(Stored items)
______

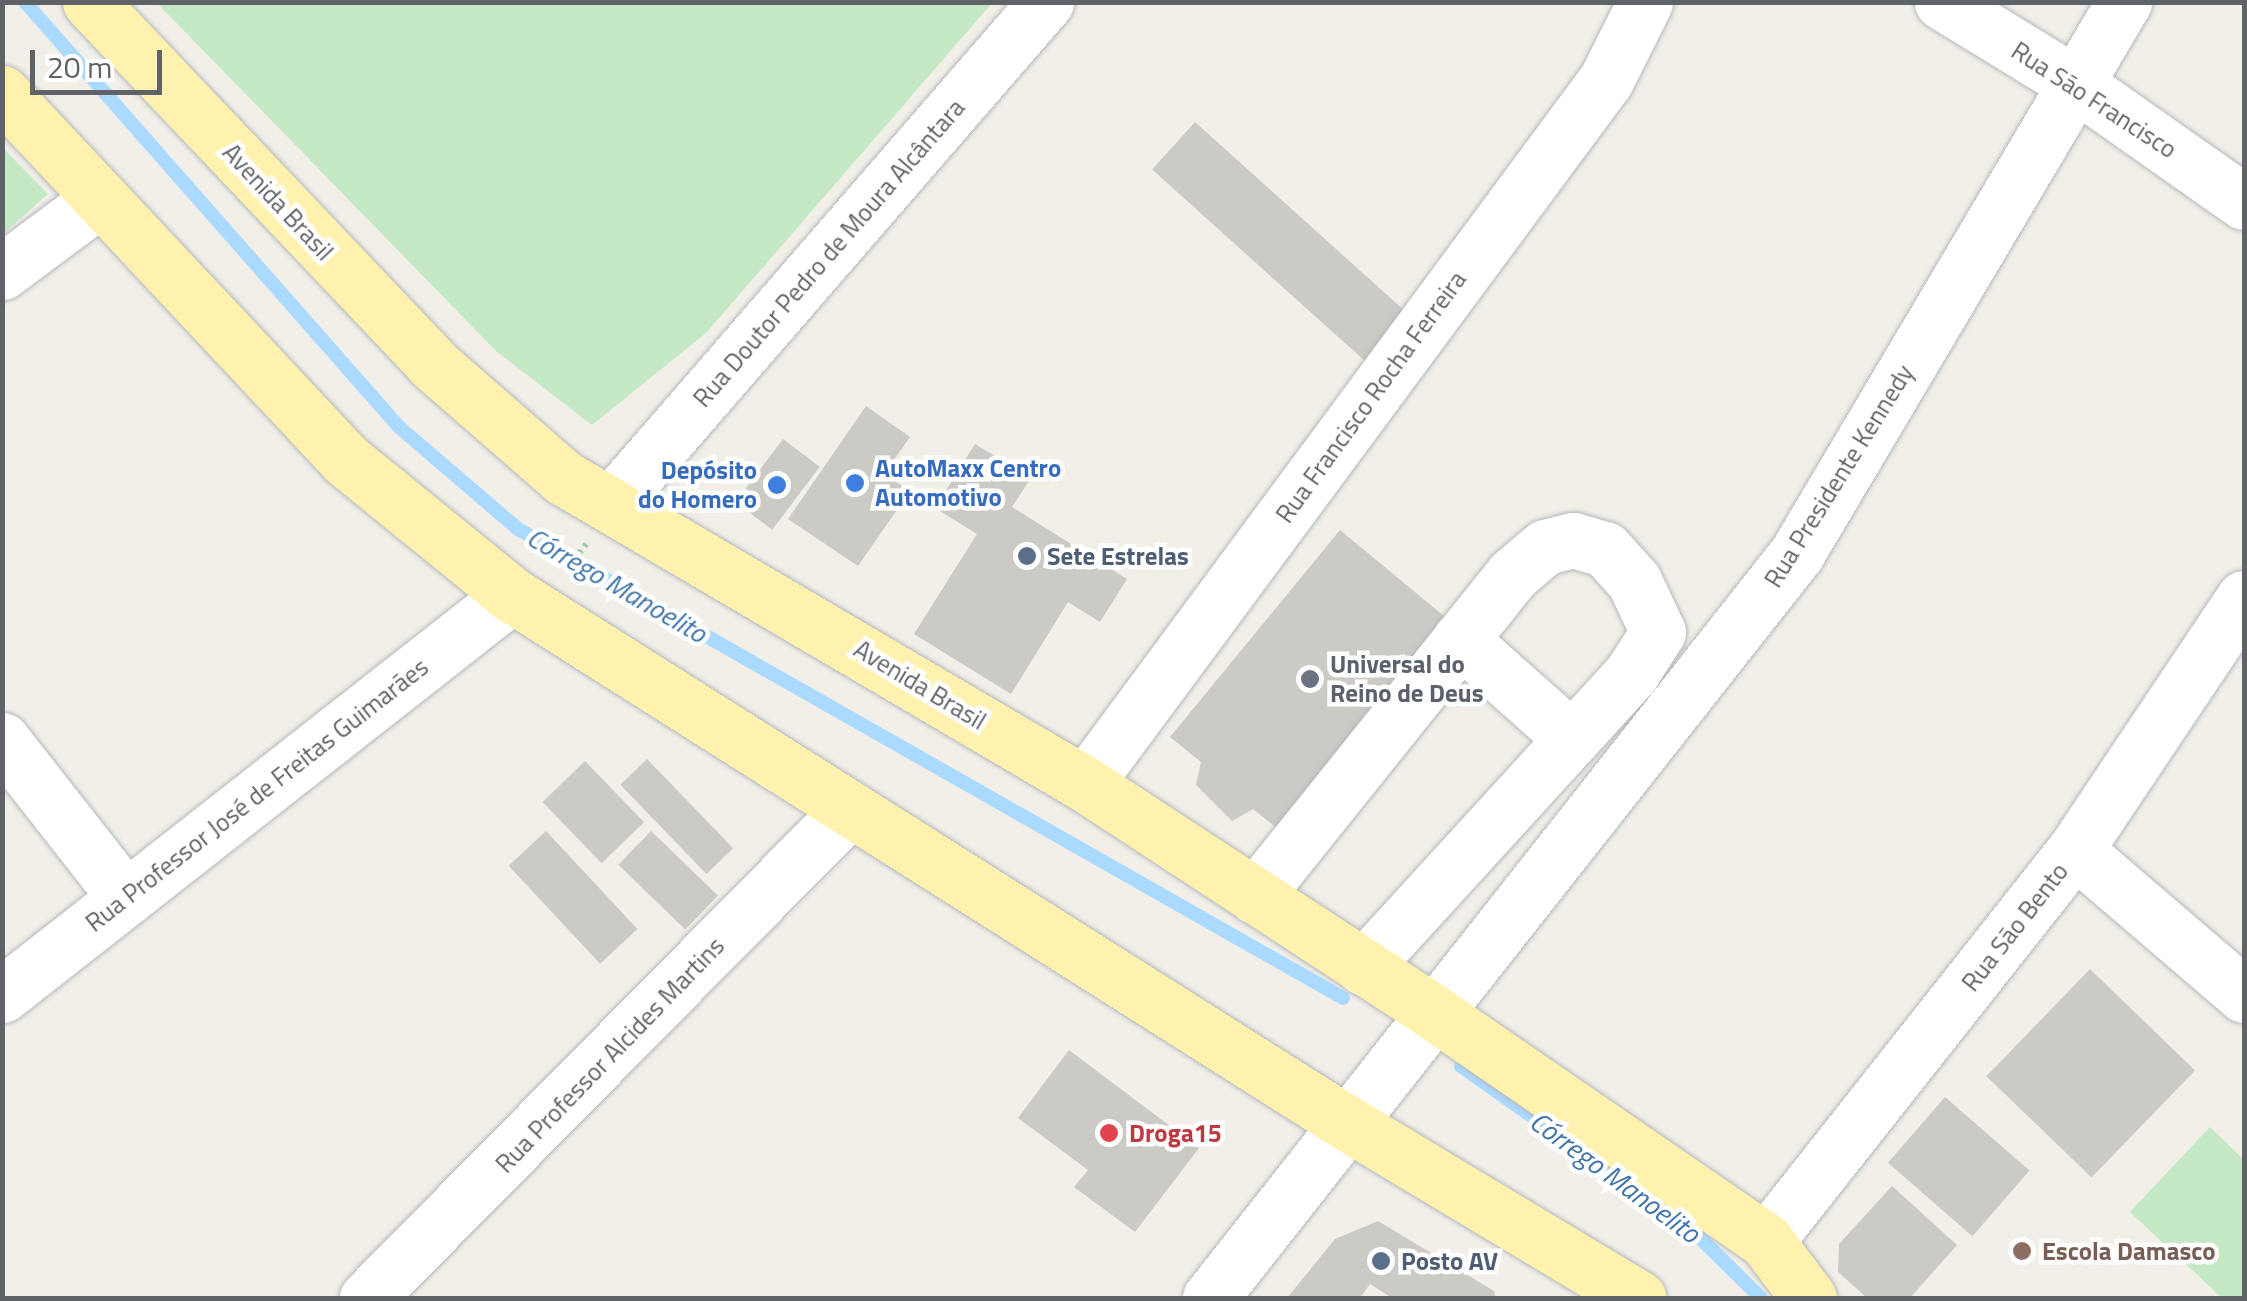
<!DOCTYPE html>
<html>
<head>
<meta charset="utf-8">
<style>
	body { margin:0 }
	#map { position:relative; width:2247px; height:1301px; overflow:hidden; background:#f1efe8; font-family:"Titillium Web",sans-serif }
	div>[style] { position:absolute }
	.green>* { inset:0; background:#c5e8c5 }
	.stream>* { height:14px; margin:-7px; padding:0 7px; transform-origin:7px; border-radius:7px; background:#aadaff }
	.building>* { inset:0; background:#cccac5; transform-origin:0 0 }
	.path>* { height:6px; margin-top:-3px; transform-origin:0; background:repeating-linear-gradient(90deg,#9cc7a9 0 10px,transparent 0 15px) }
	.roads { filter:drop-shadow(0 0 2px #b5b8bc) drop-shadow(0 0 2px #b5b8bc) }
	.minor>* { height:55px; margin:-27.5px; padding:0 27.5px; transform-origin:27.5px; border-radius:27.5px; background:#fff }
	.major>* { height:55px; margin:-27.5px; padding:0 27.5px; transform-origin:27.5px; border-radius:27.5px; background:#fff2af }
	.dots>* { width:28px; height:28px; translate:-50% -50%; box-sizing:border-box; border:5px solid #fff; border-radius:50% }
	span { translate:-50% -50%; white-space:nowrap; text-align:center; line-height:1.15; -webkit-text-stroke:9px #fff; paint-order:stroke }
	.street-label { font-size:25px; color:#5f6368 }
	.shop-label { font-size:25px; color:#366cbe; font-weight:700 }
	.left { translate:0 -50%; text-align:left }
	.right { translate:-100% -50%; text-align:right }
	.service-label { font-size:25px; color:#4e5e75; font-weight:700 }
	.worship-label { font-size:25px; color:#5b616d; font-weight:700 }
	.health-label { font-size:25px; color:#be3a42; font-weight:700 }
	.education-label { font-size:25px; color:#785e54; font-weight:700 }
	.water-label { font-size:28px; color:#4174aa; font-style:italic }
	.frame { position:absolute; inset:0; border:5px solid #5f6368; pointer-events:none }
	.scale { position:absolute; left:30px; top:50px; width:132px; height:45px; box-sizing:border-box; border:5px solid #5f6368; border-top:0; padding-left:12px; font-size:30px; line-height:35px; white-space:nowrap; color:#5f6368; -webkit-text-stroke:8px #fff; paint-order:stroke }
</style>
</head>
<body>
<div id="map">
	<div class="green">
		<div style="clip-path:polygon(157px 3px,992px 3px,706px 333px,592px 425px,496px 351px)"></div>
		<div style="clip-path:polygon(2px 147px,48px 194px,3px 234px,2px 234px)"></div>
		<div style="clip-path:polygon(2210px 1127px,2244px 1160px,2244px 1298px,2222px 1298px,2130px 1212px)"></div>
	</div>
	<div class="stream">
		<div style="left:25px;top:2px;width:566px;rotate:48.65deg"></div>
		<div style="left:399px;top:427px;width:157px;rotate:40.6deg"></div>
		<div style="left:518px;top:529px;width:949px;rotate:29.62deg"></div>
		<div style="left:1461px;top:1066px;width:285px;rotate:35.4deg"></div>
		<div style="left:1693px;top:1231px;width:95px;rotate:44.6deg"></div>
	</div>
	<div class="building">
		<div style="left:1195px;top:122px;width:287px;height:64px;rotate:42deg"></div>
		<div style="clip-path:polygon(866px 406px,910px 437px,884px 474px,910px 491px,858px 566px,788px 519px)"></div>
		<div style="left:783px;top:439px;width:46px;height:79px;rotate:37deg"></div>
		<div style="clip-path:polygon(975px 444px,1031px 478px,1012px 507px,1127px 579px,1100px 622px,1068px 602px,1011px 694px,914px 634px,977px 534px,935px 508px)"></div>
		<div style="clip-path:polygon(1340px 530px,1450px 621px,1278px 829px,1253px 809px,1232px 821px,1196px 785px,1201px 762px,1170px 737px)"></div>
		<div style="left:647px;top:759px;width:124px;height:37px;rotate:46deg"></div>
		<div style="left:585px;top:761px;width:85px;height:59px;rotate:46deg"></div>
		<div style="left:546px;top:831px;width:134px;height:51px;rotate:47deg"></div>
		<div style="left:651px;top:831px;width:93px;height:47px;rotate:44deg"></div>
		<div style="left:2090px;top:969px;width:146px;height:149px;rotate:44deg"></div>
		<div style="clip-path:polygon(1069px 1050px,1199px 1148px,1135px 1232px,1074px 1187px,1088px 1170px,1018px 1118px)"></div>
		<div style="left:1945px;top:1097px;width:112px;height:87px;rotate:41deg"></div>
		<div style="clip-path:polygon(1892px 1186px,1957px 1245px,1910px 1298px,1867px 1298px,1838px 1272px,1839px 1244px)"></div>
		<div style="clip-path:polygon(1378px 1221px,1494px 1291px,1496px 1298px,1392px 1298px,1370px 1284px,1360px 1298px,1287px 1298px,1335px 1239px)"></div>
	</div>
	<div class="path">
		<div style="left:566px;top:570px;width:33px;rotate:-52deg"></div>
	</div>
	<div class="roads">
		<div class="minor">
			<div style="left:1942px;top:2px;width:157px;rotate:31.5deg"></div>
			<div style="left:2076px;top:84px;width:205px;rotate:35.1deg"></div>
			<div style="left:2px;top:272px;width:122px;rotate:-36.7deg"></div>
			<div style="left:612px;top:503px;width:663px;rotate:-49.1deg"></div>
			<div style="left:1460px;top:639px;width:149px;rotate:41.7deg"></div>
			<div style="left:2px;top:740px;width:201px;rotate:51.9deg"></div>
			<div style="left:1085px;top:784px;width:876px;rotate:-53.5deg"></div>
			<div style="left:1606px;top:80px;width:87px;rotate:-63.4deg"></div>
			<div style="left:2075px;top:850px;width:223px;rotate:40.6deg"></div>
			<div style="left:1255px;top:896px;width:411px;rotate:-51.3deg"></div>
			<div style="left:1512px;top:575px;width:43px;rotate:-40.3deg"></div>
			<div style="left:1545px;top:547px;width:29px;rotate:-14deg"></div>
			<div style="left:1573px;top:540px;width:33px;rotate:16deg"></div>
			<div style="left:1605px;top:549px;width:43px;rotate:47.8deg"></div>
			<div style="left:1634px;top:581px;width:56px;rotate:64.8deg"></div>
			<div style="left:1658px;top:632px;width:50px;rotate:122.7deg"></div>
			<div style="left:1631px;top:674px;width:397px;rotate:132.4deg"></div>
			<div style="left:2px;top:995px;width:648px;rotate:-38.11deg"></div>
			<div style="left:1766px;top:1241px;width:498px;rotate:-51.7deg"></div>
			<div style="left:2075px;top:850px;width:303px;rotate:-56.2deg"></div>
			<div style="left:367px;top:1298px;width:687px;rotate:-45.35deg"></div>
			<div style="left:1210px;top:1298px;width:948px;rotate:-51.76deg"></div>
			<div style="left:1797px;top:553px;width:641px;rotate:-59.31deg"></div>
		</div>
		<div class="major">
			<div style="left:90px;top:2px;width:497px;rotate:46.5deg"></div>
			<div style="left:432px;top:363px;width:175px;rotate:41.1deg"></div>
			<div style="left:564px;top:478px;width:604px;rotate:30.43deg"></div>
			<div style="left:1085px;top:784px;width:416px;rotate:33.2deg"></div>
			<div style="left:1433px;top:1012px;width:404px;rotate:34.5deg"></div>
			<div style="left:1766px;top:1241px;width:71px;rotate:53deg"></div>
			<div style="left:2px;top:93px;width:503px;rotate:46.85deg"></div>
			<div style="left:346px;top:460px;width:214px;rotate:39.1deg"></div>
			<div style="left:512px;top:595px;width:988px;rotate:32.31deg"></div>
			<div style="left:1347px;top:1123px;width:340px;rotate:31deg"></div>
		</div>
	</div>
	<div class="dots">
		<div style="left:855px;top:483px;background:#3f7fe0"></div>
		<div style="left:777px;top:485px;background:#3f7fe0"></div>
		<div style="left:1027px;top:556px;background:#5c6f8a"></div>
		<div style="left:1310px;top:679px;background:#6b7280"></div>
		<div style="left:1109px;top:1133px;background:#e0444e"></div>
		<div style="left:2022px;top:1251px;background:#8d6e63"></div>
		<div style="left:1381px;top:1261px;background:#5c6f8a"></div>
	</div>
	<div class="street-label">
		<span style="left:2094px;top:100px;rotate:33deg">Rua São Francisco</span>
		<span style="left:278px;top:202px;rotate:47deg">Avenida Brasil</span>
		<span style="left:829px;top:253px;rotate:-49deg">Rua Doutor Pedro de Moura Alcântara</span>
		<span style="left:1371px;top:397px;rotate:-54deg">Rua Francisco Rocha Ferreira</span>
		<span style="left:1839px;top:476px;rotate:-58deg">Rua Presidente Kennedy</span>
		<span style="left:920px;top:685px;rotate:31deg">Avenida Brasil</span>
		<span style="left:257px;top:795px;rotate:-38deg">Rua Professor José de Freitas Guimarães</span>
		<span style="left:2015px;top:927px;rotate:-52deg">Rua São Bento</span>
		<span style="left:610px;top:1055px;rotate:-46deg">Rua Professor Alcides Martins</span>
	</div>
	<div class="shop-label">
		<span class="left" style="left:875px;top:483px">AutoMaxx Centro<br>Automotivo</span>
		<span class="right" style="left:757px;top:485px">Depósito<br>do Homero</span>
	</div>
	<div class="service-label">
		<span class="left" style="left:1047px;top:556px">Sete Estrelas</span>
		<span class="left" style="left:1401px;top:1261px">Posto AV</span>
	</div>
	<div class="worship-label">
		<span class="left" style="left:1330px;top:679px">Universal do<br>Reino de Deus</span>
	</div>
	<div class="health-label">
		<span class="left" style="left:1129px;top:1133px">Droga15</span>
	</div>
	<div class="education-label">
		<span class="left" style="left:2042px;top:1251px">Escola Damasco</span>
	</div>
	<div class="water-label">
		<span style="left:617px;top:585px;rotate:30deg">Córrego Manoelito</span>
		<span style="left:1615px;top:1177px;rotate:36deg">Córrego Manoelito</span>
	</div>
	<div class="frame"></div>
	<div class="scale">20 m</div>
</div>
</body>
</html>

______

REQUIRED WORK:
Output exactly what runs from the line with "do<br>Reino de Deus</span>" to the final line above, both lines included, and nothing else.

WRITTEN ANSWER:
		<span class="left" style="left:1330px;top:679px">Universal do<br>Reino de Deus</span>
	</div>
	<div class="health-label">
		<span class="left" style="left:1129px;top:1133px">Droga15</span>
	</div>
	<div class="education-label">
		<span class="left" style="left:2042px;top:1251px">Escola Damasco</span>
	</div>
	<div class="water-label">
		<span style="left:617px;top:585px;rotate:30deg">Córrego Manoelito</span>
		<span style="left:1615px;top:1177px;rotate:36deg">Córrego Manoelito</span>
	</div>
	<div class="frame"></div>
	<div class="scale">20 m</div>
</div>
</body>
</html>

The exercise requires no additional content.